VPLEX: SNMP reports incorrect values for CPU idle precentage 'vplexDirectorCpuIdle'

           

   Article Number:     537837                                   Article Version: 2     Article Type:    Break Fix 
   

 


Product:

 

VPLEX VS6,VPLEX Local,VPLEX Metro,VPLEX for All Flash,VPLEX GeoSynchrony 6.0,VPLEX GeoSynchrony 6.0 Patch 1,VPLEX GeoSynchrony 6.0 Patch 2,VPLEX GeoSynchrony 6.0 Service Pack 1,VPLEX GeoSynchrony 6.0 Service Pack 1 Patch 1

 

Issue:

 

 

   

      Impacted Dell EMC VPLEX Hardware:     
      Dell EMC VPLEX Hardware: VS6     
      Dell EMC VPLEX Hardware: VPLEX All Flash     
     
      Impacted Dell EMC VPLEX Software: (see article metadata)     
      Dell EMC Software : GeoSynchrony 6.0.x     
      Dell EMC Software : GeoSynchrony 6.1.x     
     
      Issue:     
      The SNMP value reported for 'vplexDirectorCpuIdle' with OID 1.3.6.1.4.1.1139.21.2.2.3.1.1 which is "CPU idle percentage" is different than the actual correct value seen on the VPLEX GUI for the CPU Utilization Graph under the Monitoring tab, and in the CLI     
     
      The SNMP data will report a higher value for the CPU idle percentage.

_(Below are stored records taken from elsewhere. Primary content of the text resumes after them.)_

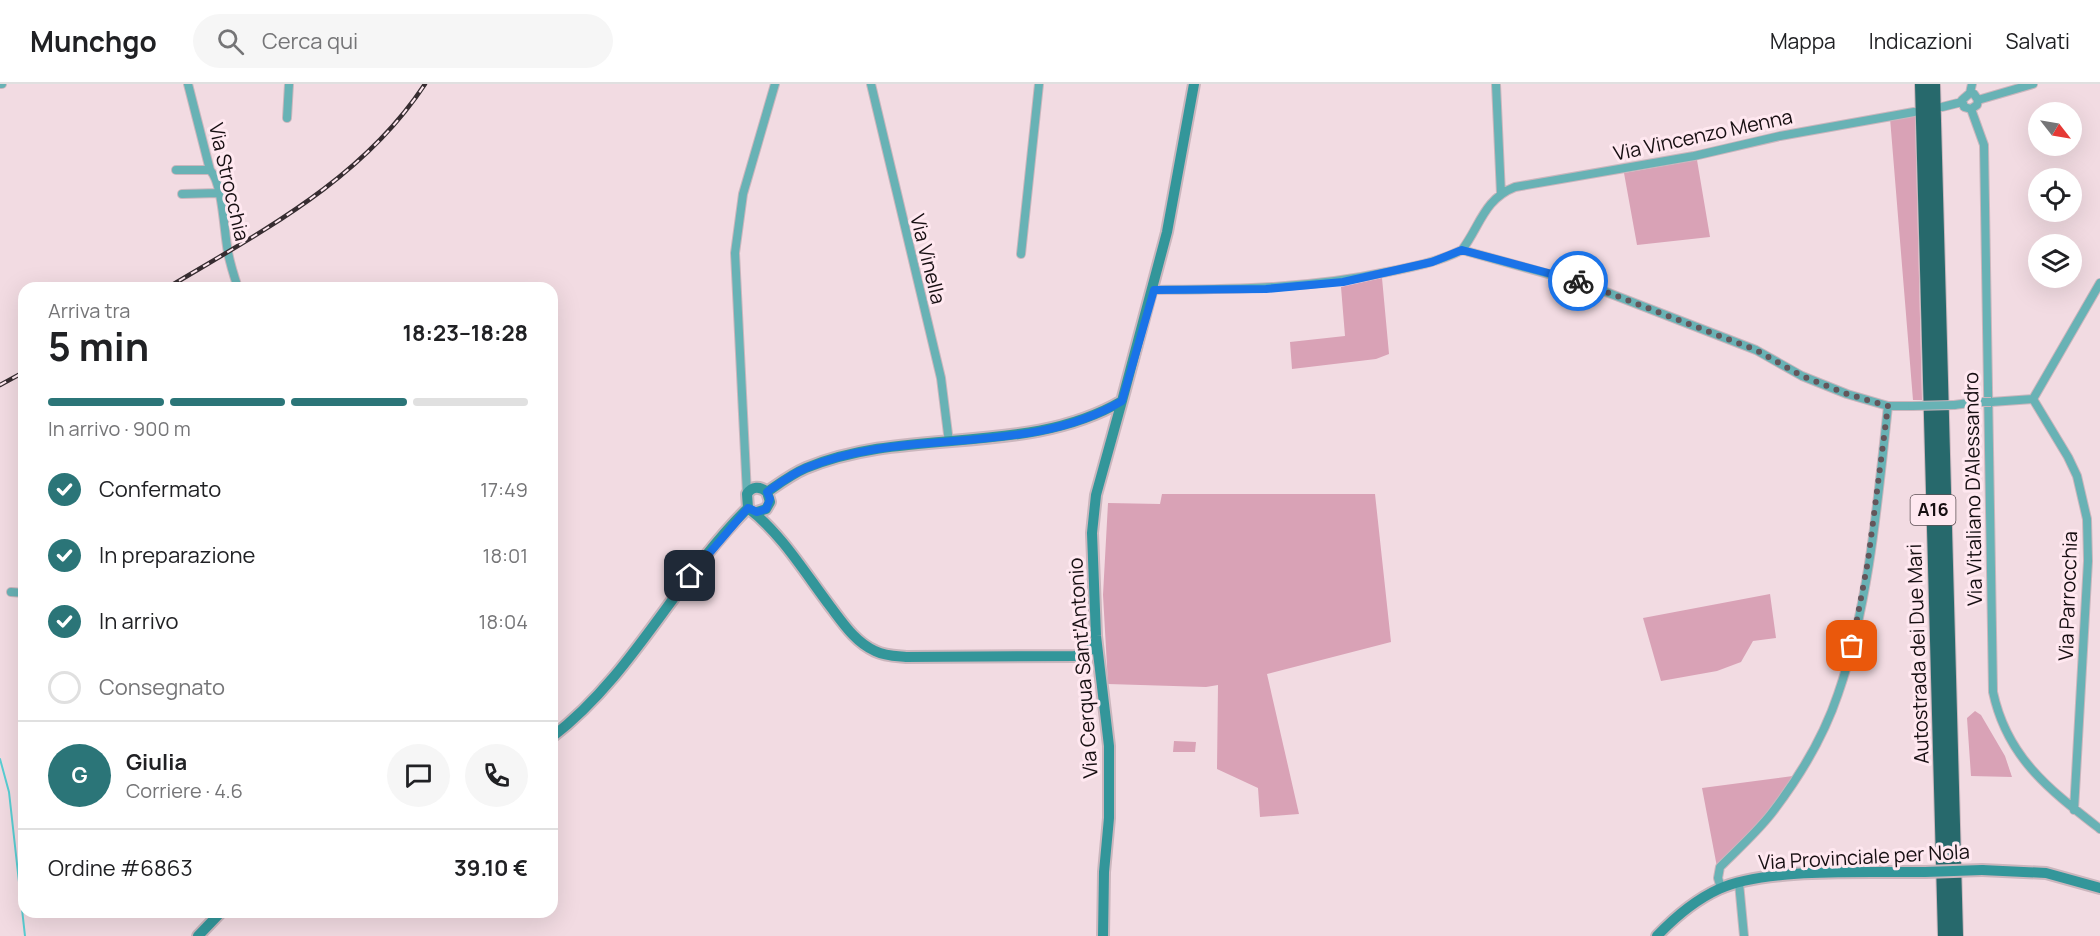 <!DOCTYPE html>
<html lang="it">
<meta charset="utf-8">
<style>
:root{--surface:#fff;--page:#f6f6f6;--text:#202124;--muted:#757577;--line:#e0e0e0;--accent:#2b7578}
body{margin:0;font-family:Manrope,sans-serif;background:var(--page);color:var(--text);height:100vh;display:flex;flex-direction:column;font-size:22px;white-space:nowrap}
*{box-sizing:border-box;margin:0}
p{font-size:20px;color:var(--muted)}
.icon{flex:none;width:33px;height:33px;fill:none;stroke:currentColor;stroke-width:2;stroke-linecap:round;stroke-linejoin:round}
.map{position:relative;flex:1;overflow:hidden}
.drawer{position:absolute;left:18px;top:198px;width:540px;height:636px;display:flex;flex-direction:column;background:var(--surface);border-radius:18px;box-shadow:0 6px 24px #0002}
.drawer>*{flex:none}
.needle{width:39px;rotate:121deg}
.tools{position:absolute;left:2028px;top:18px;display:grid;gap:12px}
.tools a{display:grid;place-items:center;width:54px;height:54px;border-radius:50%;background:var(--surface);box-shadow:0 6px 24px #0002;font-size:30px}
.pin{position:absolute;display:grid;place-items:center;width:51px;height:51px;color:#fff;margin:-26px;border-radius:12px;box-shadow:0 3px 9px #0006}
.courier{position:absolute;display:grid;place-items:center;width:60px;height:60px;margin:-30px;border:4px solid #1a73e8;border-radius:50%;background:#fff;color:#222;box-shadow:0 2px 8px #0007}
.overview em{font-style:normal;font-weight:700}
.overview div{display:flex;flex-direction:column-reverse}
.overview{display:flex;align-items:center;justify-content:space-between;height:102px;padding:0 30px}
h1{font-size:39px;font-weight:700;line-height:45px}
.bar{display:grid;grid-template-columns:repeat(4,1fr);gap:9px 6px;align-content:center;height:72px;padding:0 30px}
.bar i{height:8px;border-radius:4px;background:var(--line)}
.bar .active{background:var(--accent)}
.bar p{grid-column:span 4}
.line{display:flex;align-items:center;gap:15px;padding:0 30px;border-top:2px solid var(--line)}
.line div{flex:1}
.round{display:grid;place-items:center;flex:none;width:63px;height:63px;border-radius:32px;background:var(--page)}
ol{padding:0 30px;list-style:none}
li{display:flex;align-items:center;gap:18px;height:66px}
li p{margin-inline-start:auto}
li .icon{padding:6px;border-radius:50%;background:var(--accent);color:#fff;stroke-width:4}
li:last-child{color:var(--muted)}
li i{width:33px;height:33px;border:3px solid var(--line);border-radius:50%}
header{display:flex;align-items:center;gap:36px;box-sizing:border-box;height:84px;padding:0 30px;background:var(--surface);border-bottom:2px solid var(--line)}
header strong{font-size:28px}
nav{display:flex;gap:33px;margin-inline-start:auto;font-size:21px}
.search{width:420px;height:54px;background:var(--page);display:flex;align-items:center;gap:15px;box-sizing:border-box;padding:0 21px;border-radius:33px;color:var(--muted);font-size:22px}
.map>svg:first-child{display:block}
.green{fill:#d9a2b6}
.lines{fill:none;stroke-linecap:round;stroke-linejoin:round}
.stream{stroke:#59ced3;stroke-width:2}
.street-casing{stroke:#cbb6bd;stroke-width:10}
.secondary-casing{stroke:#cbb6bd;stroke-width:14}
.highway-casing{stroke:#cbb6bd;stroke-width:16}
.street{stroke:#68b2b5;stroke-width:8}
.secondary{stroke:#33969a;stroke-width:10}
.highway{stroke:#27696c;stroke-width:14}
.rail-casing{stroke:#372d31;stroke-width:4.5}
.rail{stroke:#ffe8f0;stroke-width:2;stroke-dasharray:7;stroke-linecap:butt}
.street-bridge-casing{stroke:#cbb6bd;stroke-width:10;stroke-linecap:butt}
.secondary-bridge-casing{stroke:#cbb6bd;stroke-width:14;stroke-linecap:butt}
.street-bridge{stroke:#68b2b5;stroke-width:8}
.secondary-bridge{stroke:#33969a;stroke-width:10}
.done{stroke:#64565b;stroke-width:6;stroke-dasharray:0 10.8}
.route{stroke:#1a73e8;stroke-width:8}
.labels{text-anchor:middle;stroke-width:6;stroke-linejoin:round;paint-order:stroke}
.shield{fill:#ffe8f0;stroke:#5d5055;stroke-width:1.5}
.shield-label{font-size:18px;font-weight:bold;fill:#170f12}
.street-label{font-size:20px;fill:#170f12;stroke:#ffe8f0}
</style>
<header>
<strong>Munchgo</strong>
<div class="search"><svg class="icon" aria-label="search" viewBox="0 0 24 24"><circle cx="10" cy="10" r="6"/><path d="M15 15l6 6"/></svg>Cerca qui</div>
<nav><a>Mappa</a><a>Indicazioni</a><a>Salvati</a></nav>
</header>
<div class="map">
<svg width="2100" height="852" viewBox="0 0 2100 852">
<rect width="100%" height="100%" fill="#f2dbe2"/>
<path class="green" d="M1915,32L1922,316H1913L1890,34Z
M1697,76L1710,153L1637,161L1624,89Z
M1382,194L1389,270L1376,275L1292,285L1290,258L1345,252L1341,203Z
M1162,410H1375L1391,558L1267,590L1299,730L1260,733L1258,704L1217,685L1218,601L1206,603L1108,600L1103,511L1108,419L1160,420Z
M1770,510L1776,554L1753,557L1741,578L1717,587L1661,597L1643,534Z
M1975,627L1981,631L2005,672L2012,693L1971,692L1967,634Z
M1174,657L1196,658L1195,668H1173Z
M1793,692L1768,730L1717,783L1702,704Z"/>
<g class="lines">
<path class="stream" d="M0,675L9,708L25,852"/>
<g class="street-casing">
<path id="street" d="M0,0H2
M188,0L210,86C223,99 224,149 228,168C230,180 234,192 238,204
M871,0L941,294L949,358
M1496,0L1501,110
M1970,9L1974,10L1978,16L1977,21L1971,25L1964,23L1962,16L1970,9L1972,0
M1978,16L2033,0
M1942,23L1962,18
M1971,25L1984,61L1993,608C2007,674 2050,706 2100,745
M287,34L289,0
M176,86H210
M182,110L218,109
M1462,166L1588,201L1756,266L1802,292L1847,310L1888,322H1912
M1021,170L1039,0
M1154,206C1233,205 1309,205 1387,188C1413,183 1438,178 1462,166C1480,142 1484,115 1515,103L1694,72L1780,52L1914,28
M2033,315L2100,199
M1991,318L2033,315L2068,373L2077,392L2087,435L2088,477L2074,726
M1954,321L1977,318
M747,410L735,169L743,110L775,0
M11,508L24,509
M1739,799L1744,852
M1721,804L1718,794L1720,783C1737,766 1756,749 1771,730C1798,695 1824,652 1838,610C1869,521 1878,415 1888,322"/>
</g>
<g class="secondary-casing">
<path id="secondary" d="M767,408C780,399 792,390 806,384C907,342 1026,373 1122,317L1167,148L1194,0
M757,428L766,425L770,418L767,408C760,402 752,402 747,410L748,424C781,449 805,489 830,522C843,539 855,558 875,567C885,572 895,572 906,573L1075,572L1089,567L1096,557
M552,653C633,591 676,495 748,424
M1982,786L2046,789L2100,804
M198,852L221,828
M1103,852L1104,788L1109,734V662L1096,552L1092,449L1096,411L1122,317
M1657,852C1675,833 1695,816 1719,805C1766,783 1871,789 1925,788"/>
</g>
<g class="highway-casing">
<path id="highway" d="M1922,0L1945,852
M1933,0L1956,852"/>
</g>
<use href="#street" class="street"/>
<use href="#secondary" class="secondary"/>
<use href="#highway" class="highway"/>
<g class="rail-casing">
<path id="rail" d="M167,204C262,147 362,96 425,0
M0,301L24,288"/>
</g>
<use href="#rail" class="rail"/>
<g class="street-bridge-casing">
<path id="street-bridge" d="M1977,318H1991
M1912,322L1954,321"/>
</g>
<g class="secondary-bridge-casing">
<path id="secondary-bridge" d="M1925,788L1982,786"/>
</g>
<use href="#street-bridge" class="street-bridge"/>
<use href="#secondary-bridge" class="secondary-bridge"/>
</g>
<g class="lines">
<path class="done" d="M1578,197L1756,266L1802,292L1847,310L1888,322L1868,477L1852,562"/>
<path class="route" d="M690,492L748,424L757,428L766,425L770,415L767,408C780,399 792,390 806,384C907,342 1026,374 1122,317L1154,206L1266,205L1343,198L1432,178L1462,166L1578,197"/>
</g>
<g class="labels">
<rect class="shield" x="1910.5" y="411" width="45" height="30" rx="4.5"/>
<g class="shield-label">
<text x="1933" y="432">A16</text>
</g>
<g class="street-label">
<text transform="translate(1703 51) rotate(-12)" y="7">Via Vincenzo Menna</text>
<text transform="translate(229 98) rotate(77)" y="7">Via Strocchia</text>
<text transform="translate(928 175) rotate(76)" y="7">Via Vinella</text>
<text transform="translate(1973 405) rotate(-91)" y="7">Via Vitaliano D'Alessandro</text>
<text transform="translate(2068 512) rotate(-88)" y="7">Via Parrocchia</text>
<text transform="translate(1918 570) rotate(-92)" y="7">Autostrada dei Due Mari</text>
<text transform="translate(1083 584) rotate(-94)" y="7">Via Cerqua Sant'Antonio</text>
<text transform="translate(1864 773) rotate(-3)" y="7">Via Provinciale per Nola</text>
</g>
</g>
</svg>
<div class="tools">
<a><svg class="needle" viewBox="-14 -14 28 28"><path d="M0-13l5 13h-10z" fill="#e53935"/><path d="M0 13l5-13h-10z" fill="#757577"/></svg></a>
<a><svg class="icon" aria-label="locate" viewBox="0 0 24 24"><circle cx="12" cy="12" r="6"/><path d="M12 2v4M12 18v4M2 12h4M18 12h4"/></svg></a>
<a><svg class="icon" aria-label="layers" viewBox="0 0 24 24"><path d="M12 4l9 5-9 5-9-5zM3 14l9 5 9-5"/></svg></a>
</div>
<div class="pin" style="left:1852px;top:562px;background:#ea580c"><svg class="icon" aria-label="bag" viewBox="0 0 24 24"><path d="M5 8h14l-1 12H6zM9 8a3 3 0 0 1 6 0"/></svg></div>
<div class="pin" style="left:690px;top:492px;background:#1f2937"><svg class="icon" aria-label="home" viewBox="0 0 24 24"><path d="M3 11l9-7 9 7M6 9v11h12V9"/></svg></div>
<div class="courier" style="left:1578px;top:197px"><svg class="icon" aria-label="bike" viewBox="0 0 24 24"><circle cx="6" cy="16" r="4"/><circle cx="18" cy="16" r="4"/><path d="M6 16l4-8h5l3 8M10 8l3 8H6M13 5h3"/></svg></div>
<section class="drawer">
<div class="overview"><div><h1>5 min</h1><p>Arriva tra</p></div><em>18:23–18:28</em></div>
<div class="bar"><i class="active"></i><i class="active"></i><i class="active"></i><i></i><p>In arrivo · 900 m</p></div>
<ol>
<li><svg class="icon" aria-label="check" viewBox="0 0 24 24"><path d="M5 12l5 5 9-10"/></svg>Confermato<p>17:49</p></li>
<li><svg class="icon" aria-label="check" viewBox="0 0 24 24"><path d="M5 12l5 5 9-10"/></svg>In preparazione<p>18:01</p></li>
<li><svg class="icon" aria-label="check" viewBox="0 0 24 24"><path d="M5 12l5 5 9-10"/></svg>In arrivo<p>18:04</p></li>
<li><i></i>Consegnato</li>
</ol>
<div class="line" style="height:108px"><b class="round" style="background:var(--accent);color:#fff">G</b><div><b>Giulia</b><p>Corriere · 4.6</p></div><a class="round"><svg class="icon" aria-label="chat" viewBox="0 0 24 24"><path d="M4 5h16v11H9l-5 4z"/></svg></a><a class="round"><svg class="icon" aria-label="phone" viewBox="0 0 24 24"><path d="M5 4h4l2 5-3 2q2 4 5 5l2-3 5 2v4C11 20 4 13 5 4z"/></svg></a></div>
<div class="line" style="height:78px"><div>Ordine #6863</div><b>39.10 €</b></div>
</section>
</div>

Thus, it will give the impression of a lower value for the director busy than the actual correct value that can be seen in the VPLEX GUI for the director CPU utilization in the CPU Utilization graph under the Monitoring tab, and the CLI.     
     
      Note: By design the SNMP stat refers to CPU usage as "% idle", whereas the CLI/GUI refer to CPU usage as "% busy".     
       
       
              
     
          
                                                             

 

 

Cause:

 

 

The SNMP statistic for object 'vplexDirectorCpuIdle' with OID 1.3.6.1.4.1.1139.21.2.2.3.1.1 that is reporting the CPU idle percentage is hard coded to report the usage value of CPU#1.   
   
    The issue is seen on the VS6 VPLEX as CPU#1 on the VS6 is mostly an idle CPU, not reflecting the true usage (unlike the CPU's 4 and 10).    
   
    However, the VS2 is not impacted since CPU#1 on VS2 is usually the busiest CPU.   
     
                                                           

 

 

Change:

 

 

CPU#1 on VS2 has a different role than CPU#1 on the VS6.    
     
                                                           

 

 

Resolution:

 

 

   

      Permanent Fix:     
      Engineering are working on a permanent fix to be included in upcoming releases on the VS6 platform.     
     
      Workaround:     
      Until this issue is fixed, end users are advised to not use the SNMP statistic CPU idle in order to monitor the CPU usage since it will report incorrect information as values will under-report how busy the director actually is.     
     
      Note: This hard coded CPU # complexity can be avoided by having the SNMP stats code use the "director.busy" statistic.     
     
      Alternatives would be to visually monitor the VPLEX GUI performance dashboard, the VPLEX restful API "monitor get-stats" command for the director monitor, or use ViPR SRM Suite/ EMC M&R.     
     
      Customer can collect report of all stats, either by directly reading from perpetual monitor of directors or can create their own customized monitor and can poll these monitors for reading the JSON data at regular interval using the below action plan:     
     
      1.Command to get stats from perpetual monitor:     
     
          VPlexcli:/monitoring/directors/director-1-1-A/monitors> monitor get-stats --monitors director-1-1-A_PERPETUAL_vplex_sys_perf_mon_v25/     
     
      2.Steps to create and read from custom monitor example for director 1-1-A:     
     
         2.1 Create a monitor specifying the time frequency, monitor name and stats to read.     
     
               VPlexcli:/monitoring> monitor create --name DirStats --period 10s --director director-1-1-A --stats director.busy,director.fe-ops,director.fe-read,director.fe-write,fe-director.write-avg-lat,fe-director.read-avg-lat,director.be-ops,director.be-read,director.be-write,storage-volume.read-avg-lat,storage-volume.write-avg-lat      
     
         2.2 Create a sink file for the monitor to collect data:     
     
               VPlexcli:/monitoring/directors/director-1-1-A/monitors> monitor add-file-sink --monitor director-1-1-A_DirStats/  -f /var/log/VP lex/cli/director-1-1-A_DirStats.log    -o csv     
     
         2.3 Read the data     
     
              VPlexcli:/monitoring/directors/director-1-1-A/monitors> monitor get-stats --monitors director-1-1-A_DirStats/     
     
               Make rest calls to above CLI commands for collecting data and reading the stats.